Tanto male riconosciamo pur troppo nella caduta del Romano Imperio, col quale caddero tutte le buone arti, e con esse più d’ogn’altra l’Architettura; perché quei barbari edifi­catori dispregiando i modelli, e l’Idee Greche e Romane, e li più belli monumenti dell’antichità, per molti secoli frenetica­rono tante, e sì varie fantasie fantastiche d’ordini, che con bruttissimo disordine mostruosa la resero. Affaticaronsi Bra­mante, Raffaello, Giulio Romano e, ultimamente, Michel Angelo dall’eroiche ruine restituirla alla sua prima Idea e aspetto, scegliendo le forme più eleganti degli edifici antichi. Ma oggi in vece di rendersi grazie a tali uomini sapientissimi, vengono essi con gli Antichi ingratamente vilipesi, quasi sen­za laude d’ingegno, e senza invenzione l’uno dall’altro abbia copiato. Ciascuno però si finge da se stesso in capo una nuo­va Idea, e larva di Architettura a suo modo, esponendola in piazza, e sulle facciate: uomini certamente vuoti di ogni scienza, che si appartiene all’architetto, di cui vanamente tengono il nome. Tanto che deformando gli edifici e le città stesse e le memorie, freneticano angoli, spezzature e distorci­menti di linee; scompongono basi, capitelli e colonne, con frottole di stucchi, tritumi e sproporzioni; e pure Vitruvio condanna simili novità, e gli ottimi esempi ci propone. Ma li buoni architetti serbano le più eccellenti forme degli ordini; li pittori e gli scultori scegliendo le più eleganti bellezze naturali, perfezionano l’Idea, e l’opere loro vengono ad avan­zarsi, e restar superiori alla Natura, che è l’ultimo pregio di queste arti, come abbiamo provato. Quindi nasce l’ossequio e lo stupore degli uomini verso le statue e le immagini, quin­di il premio e gli onori degli artefici; questa fu la gloria di Ti­mante, di Apelle, di Fidia, di Lisippo e di tanti altri celebrati dalla fama, li quali tutti sollevati sopra le umane forme, por­tarono l’idee e l’opere loro all’ammirazione.
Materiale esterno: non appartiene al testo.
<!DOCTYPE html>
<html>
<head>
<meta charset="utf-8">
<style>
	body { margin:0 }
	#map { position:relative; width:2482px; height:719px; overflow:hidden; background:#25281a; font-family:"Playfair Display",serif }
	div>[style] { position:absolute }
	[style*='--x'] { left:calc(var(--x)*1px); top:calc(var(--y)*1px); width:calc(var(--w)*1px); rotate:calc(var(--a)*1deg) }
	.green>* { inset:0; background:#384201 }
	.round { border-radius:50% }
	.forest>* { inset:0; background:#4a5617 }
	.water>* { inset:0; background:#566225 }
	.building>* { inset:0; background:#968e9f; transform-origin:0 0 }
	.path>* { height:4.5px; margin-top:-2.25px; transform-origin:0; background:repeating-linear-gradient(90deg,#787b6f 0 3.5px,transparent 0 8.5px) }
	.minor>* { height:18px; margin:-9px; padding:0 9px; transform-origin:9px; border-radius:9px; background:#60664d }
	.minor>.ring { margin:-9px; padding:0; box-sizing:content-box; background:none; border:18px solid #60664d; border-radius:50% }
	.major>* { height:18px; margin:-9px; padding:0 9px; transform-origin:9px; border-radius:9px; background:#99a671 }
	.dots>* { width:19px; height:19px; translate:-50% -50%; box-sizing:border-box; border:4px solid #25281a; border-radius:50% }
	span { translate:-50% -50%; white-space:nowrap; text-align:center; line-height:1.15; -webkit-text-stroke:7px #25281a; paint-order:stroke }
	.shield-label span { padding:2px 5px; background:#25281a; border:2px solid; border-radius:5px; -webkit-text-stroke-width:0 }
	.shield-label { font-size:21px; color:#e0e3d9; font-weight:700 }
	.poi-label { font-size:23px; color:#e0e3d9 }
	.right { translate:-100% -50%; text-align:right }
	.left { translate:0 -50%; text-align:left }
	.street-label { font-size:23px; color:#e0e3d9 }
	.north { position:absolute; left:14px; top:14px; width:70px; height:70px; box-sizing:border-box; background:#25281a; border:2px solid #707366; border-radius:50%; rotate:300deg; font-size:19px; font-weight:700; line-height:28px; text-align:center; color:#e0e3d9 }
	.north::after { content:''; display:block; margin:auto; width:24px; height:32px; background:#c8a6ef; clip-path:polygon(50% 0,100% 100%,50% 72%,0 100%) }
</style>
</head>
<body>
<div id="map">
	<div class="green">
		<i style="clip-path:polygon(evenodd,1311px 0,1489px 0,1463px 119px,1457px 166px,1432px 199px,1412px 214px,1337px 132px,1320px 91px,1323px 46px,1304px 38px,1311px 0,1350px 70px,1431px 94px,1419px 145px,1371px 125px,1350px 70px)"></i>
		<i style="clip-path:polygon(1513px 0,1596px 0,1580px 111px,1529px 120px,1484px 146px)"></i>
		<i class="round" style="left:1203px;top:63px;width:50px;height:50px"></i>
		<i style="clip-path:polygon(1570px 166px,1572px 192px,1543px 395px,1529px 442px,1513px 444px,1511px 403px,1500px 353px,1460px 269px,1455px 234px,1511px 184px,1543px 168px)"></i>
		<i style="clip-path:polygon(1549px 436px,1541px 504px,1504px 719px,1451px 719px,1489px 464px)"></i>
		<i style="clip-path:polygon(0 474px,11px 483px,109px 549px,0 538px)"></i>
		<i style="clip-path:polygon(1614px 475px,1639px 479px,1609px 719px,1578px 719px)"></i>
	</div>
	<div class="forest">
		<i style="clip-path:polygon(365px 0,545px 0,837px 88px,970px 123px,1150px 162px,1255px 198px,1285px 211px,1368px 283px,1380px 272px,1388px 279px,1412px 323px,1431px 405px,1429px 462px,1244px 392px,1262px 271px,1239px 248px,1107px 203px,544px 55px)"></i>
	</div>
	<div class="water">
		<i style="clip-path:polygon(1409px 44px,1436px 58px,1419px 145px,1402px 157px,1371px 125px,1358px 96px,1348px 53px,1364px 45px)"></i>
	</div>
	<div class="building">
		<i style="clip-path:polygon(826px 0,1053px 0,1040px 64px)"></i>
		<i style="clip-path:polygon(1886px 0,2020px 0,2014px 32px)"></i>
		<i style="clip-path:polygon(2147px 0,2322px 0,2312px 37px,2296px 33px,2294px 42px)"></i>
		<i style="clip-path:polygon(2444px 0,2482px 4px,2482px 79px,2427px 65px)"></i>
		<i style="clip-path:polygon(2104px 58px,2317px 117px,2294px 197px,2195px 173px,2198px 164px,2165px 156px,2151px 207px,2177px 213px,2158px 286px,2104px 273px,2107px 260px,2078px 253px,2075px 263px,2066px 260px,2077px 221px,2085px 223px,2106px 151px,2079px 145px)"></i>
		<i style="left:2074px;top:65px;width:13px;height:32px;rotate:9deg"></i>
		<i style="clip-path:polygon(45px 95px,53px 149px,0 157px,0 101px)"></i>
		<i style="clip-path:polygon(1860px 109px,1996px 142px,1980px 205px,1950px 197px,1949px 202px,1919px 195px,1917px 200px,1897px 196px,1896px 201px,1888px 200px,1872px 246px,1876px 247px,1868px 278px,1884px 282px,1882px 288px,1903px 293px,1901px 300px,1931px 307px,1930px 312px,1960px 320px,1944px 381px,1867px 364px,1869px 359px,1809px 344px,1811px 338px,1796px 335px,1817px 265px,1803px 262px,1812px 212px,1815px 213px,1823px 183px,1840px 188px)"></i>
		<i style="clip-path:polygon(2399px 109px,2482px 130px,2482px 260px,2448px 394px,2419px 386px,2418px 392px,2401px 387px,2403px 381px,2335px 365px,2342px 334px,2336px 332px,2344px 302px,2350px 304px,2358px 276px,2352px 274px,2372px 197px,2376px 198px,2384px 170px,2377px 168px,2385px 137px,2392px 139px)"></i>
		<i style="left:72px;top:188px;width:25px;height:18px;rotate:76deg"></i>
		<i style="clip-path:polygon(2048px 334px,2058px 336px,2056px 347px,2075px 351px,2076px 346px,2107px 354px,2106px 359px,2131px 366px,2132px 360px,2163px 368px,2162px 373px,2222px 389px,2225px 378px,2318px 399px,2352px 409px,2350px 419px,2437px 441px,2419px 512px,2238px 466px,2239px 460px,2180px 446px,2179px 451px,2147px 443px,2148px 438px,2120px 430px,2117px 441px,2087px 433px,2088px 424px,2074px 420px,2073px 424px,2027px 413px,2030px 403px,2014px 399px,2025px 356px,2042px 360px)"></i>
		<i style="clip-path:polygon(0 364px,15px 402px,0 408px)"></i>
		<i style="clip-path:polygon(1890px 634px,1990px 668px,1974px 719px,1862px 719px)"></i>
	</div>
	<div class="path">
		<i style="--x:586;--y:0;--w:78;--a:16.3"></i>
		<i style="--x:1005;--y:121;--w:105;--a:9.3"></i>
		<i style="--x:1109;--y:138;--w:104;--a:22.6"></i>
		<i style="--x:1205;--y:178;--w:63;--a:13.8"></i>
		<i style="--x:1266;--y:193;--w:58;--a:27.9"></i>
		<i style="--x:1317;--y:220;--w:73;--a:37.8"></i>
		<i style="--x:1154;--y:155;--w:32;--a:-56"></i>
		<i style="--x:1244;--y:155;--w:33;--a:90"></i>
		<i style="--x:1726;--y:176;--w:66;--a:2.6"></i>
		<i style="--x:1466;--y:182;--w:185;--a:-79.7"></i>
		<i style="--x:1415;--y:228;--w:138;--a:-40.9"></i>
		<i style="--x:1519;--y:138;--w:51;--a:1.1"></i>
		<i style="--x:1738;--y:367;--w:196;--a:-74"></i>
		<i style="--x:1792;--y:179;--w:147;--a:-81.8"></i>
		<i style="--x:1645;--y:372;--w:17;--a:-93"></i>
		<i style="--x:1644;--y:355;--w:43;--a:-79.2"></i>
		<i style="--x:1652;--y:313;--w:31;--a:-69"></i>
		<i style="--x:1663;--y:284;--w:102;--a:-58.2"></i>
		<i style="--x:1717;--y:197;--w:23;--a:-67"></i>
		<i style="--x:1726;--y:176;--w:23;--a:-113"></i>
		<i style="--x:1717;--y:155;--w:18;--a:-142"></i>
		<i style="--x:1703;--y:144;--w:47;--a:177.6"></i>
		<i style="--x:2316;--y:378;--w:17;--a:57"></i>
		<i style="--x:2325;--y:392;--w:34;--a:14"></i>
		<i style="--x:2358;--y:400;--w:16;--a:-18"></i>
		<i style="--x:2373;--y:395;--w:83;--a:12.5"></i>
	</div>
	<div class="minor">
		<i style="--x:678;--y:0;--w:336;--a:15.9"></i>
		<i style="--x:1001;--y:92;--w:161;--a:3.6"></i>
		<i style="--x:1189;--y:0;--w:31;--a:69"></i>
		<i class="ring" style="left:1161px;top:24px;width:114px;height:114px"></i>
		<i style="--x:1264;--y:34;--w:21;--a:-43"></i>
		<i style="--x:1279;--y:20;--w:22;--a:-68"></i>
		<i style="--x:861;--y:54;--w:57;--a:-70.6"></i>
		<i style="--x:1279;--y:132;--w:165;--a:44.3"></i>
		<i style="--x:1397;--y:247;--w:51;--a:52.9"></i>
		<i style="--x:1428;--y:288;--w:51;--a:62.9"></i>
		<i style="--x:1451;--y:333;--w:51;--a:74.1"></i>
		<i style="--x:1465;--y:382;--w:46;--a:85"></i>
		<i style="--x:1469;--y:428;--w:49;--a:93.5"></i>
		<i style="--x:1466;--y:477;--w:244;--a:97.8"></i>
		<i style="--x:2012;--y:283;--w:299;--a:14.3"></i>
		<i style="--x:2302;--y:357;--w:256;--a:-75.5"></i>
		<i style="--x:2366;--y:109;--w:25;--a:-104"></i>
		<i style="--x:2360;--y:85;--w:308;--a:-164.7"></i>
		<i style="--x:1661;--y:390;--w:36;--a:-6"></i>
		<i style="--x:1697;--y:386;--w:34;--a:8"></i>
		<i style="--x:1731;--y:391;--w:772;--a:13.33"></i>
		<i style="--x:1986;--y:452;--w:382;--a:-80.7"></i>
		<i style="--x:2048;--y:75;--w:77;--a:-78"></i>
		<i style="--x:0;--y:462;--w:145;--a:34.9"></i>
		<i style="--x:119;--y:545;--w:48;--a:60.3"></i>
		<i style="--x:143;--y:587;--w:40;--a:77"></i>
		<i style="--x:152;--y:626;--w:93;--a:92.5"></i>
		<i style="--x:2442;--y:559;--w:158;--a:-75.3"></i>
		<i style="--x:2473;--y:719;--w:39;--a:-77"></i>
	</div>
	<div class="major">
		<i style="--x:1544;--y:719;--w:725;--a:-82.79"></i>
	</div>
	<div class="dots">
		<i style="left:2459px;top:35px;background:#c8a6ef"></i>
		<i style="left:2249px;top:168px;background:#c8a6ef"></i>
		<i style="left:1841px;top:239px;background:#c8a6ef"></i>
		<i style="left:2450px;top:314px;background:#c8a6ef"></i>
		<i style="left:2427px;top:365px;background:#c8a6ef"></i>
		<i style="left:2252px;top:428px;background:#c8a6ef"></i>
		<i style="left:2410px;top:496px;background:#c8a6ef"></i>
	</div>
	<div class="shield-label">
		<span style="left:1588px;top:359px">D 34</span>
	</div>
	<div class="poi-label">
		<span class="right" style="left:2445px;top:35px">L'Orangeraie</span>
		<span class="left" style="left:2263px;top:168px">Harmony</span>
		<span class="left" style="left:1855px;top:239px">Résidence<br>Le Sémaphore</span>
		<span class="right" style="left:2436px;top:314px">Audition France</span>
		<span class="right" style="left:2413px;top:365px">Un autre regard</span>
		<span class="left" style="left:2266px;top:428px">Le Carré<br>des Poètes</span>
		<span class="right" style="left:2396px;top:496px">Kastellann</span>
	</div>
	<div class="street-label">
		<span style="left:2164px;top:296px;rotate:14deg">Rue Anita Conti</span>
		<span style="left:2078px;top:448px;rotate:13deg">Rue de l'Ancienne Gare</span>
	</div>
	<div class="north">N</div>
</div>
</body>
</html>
Ben può dunque chiamarsi questa Idea perfezione della Natura, miracolo dell’Arte, providenza dell’intelletto, esem­pio della mente, luce della fantasia, Sole, che dall’Oriente in­spira la statua di Mennone, fuoco, che scalda in vita il simu­lucro di Prometeo. Questa fa che Venere, le Grazie e gli Amori, lasciando l’Idalio giardino e le piagge di Citera, ven­gano ad albergare nella durezza de’ marmi, e nel vano del­l’ombre. In sua virtù le Muse nell’Eliconie rive temprano li colori all’immortalità; e per sua gloria dispregia Pallade Babiloniche tele e vanta pomposa Dedalei lini. Ma perché l’Idea dell’eloquenza cede tanto all’Idea della Pittura, quanto la vista è più efficace delle parole, io però qui manco nel di­re, e taccio.